While the prevalence of accounting errors has called into question current governance, a broad tightening of controls could further bog down accounting teams, creating more pressure and contributing to the bleed of skilled talent.
“What we need is really the right scrutiny,” Miller said. That includes “maybe even pulling back some of the wasted oversight and kind of redesigning the flow or the process of how these things actually got done,” he said.
Filtering the noise
To support today’s accounting teams, finance leaders and regulators also need to turn their attention to the ongoing talent pipeline problem. While it’s difficult to draw a direct correlation between a lack of skilled accountant to specific incidents of accounting errors, “there certainly is the second order effects that are coming from that, from there not being people in the pipeline,” Miller said.
New technologies such as artificial intelligence can help support overwhelmed accounting teams, but to address the wider shortage of accountants, the first step is to “lower the barriers of entry so that we can appeal to a wider range of people,” Miller said.
Approval for alternative pathways to CPA licensure has been gaining ground in recent months among accounting professionals, regulators and companies as the talent shortage continues.

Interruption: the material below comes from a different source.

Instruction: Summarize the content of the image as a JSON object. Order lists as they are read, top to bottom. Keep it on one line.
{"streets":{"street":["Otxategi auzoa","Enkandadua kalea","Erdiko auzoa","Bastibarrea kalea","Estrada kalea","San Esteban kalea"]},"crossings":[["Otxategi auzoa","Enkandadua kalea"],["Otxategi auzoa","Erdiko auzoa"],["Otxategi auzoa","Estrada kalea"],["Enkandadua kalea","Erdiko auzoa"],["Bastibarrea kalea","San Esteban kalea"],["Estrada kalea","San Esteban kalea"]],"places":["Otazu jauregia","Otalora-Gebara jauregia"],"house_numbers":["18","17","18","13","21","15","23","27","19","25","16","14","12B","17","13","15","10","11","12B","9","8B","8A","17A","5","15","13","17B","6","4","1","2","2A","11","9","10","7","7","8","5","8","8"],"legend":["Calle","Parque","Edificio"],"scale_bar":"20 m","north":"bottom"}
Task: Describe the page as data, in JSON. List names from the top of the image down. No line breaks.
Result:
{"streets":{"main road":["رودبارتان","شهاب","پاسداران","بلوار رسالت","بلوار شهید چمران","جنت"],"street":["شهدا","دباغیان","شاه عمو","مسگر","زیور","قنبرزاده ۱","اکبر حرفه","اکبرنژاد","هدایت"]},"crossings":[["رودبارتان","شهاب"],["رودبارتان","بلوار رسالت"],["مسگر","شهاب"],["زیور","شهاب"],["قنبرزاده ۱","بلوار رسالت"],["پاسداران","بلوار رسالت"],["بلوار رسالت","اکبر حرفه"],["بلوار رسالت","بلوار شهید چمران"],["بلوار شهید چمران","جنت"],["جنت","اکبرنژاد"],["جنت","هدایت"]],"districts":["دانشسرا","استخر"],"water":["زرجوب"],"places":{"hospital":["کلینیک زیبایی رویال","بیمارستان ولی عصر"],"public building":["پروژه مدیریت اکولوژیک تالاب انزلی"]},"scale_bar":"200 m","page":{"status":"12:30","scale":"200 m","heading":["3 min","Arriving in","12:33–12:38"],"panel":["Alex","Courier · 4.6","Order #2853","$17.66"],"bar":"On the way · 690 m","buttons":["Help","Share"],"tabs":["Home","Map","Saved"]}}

The governor of Ohio recently signed a bill into law enabling such alternative routes for would-be accountants in the state, a move that follows endorsement for a 120-hour licensure path — as opposed to the 150-hour path — by Big Four accounting firms, CFO Dive previously reported.
When seeking to find and retain talent, it’s also important to understand that the role of the accounting team is changing, Miller said, with professionals becoming more responsible not just for recording or aggregating financial information, but in driving key business insights and strategy.
Accountants also have more access than ever to a growing volume of data — something that has to be evaluated closely in tandem with their changing roles, he said. It’s crucial for finance leaders to understand “more data doesn’t make better decisions,” Miller said. “The right data does, at the right time, in the right context.”
“Nowadays we're just awash in data, and there's tons of noise, but very little ‘what do we [home] in on and [what] do we really need?’” he said. Focusing in on the wrong data can have lasting consequences for business leaders as well, he said.
“I think it can lead to this false sense of security … because you're breaking everything down to the ninth degree, you're creating this false precision” if you zero in on metrics that don’t actually speak to the true health of the business, he said.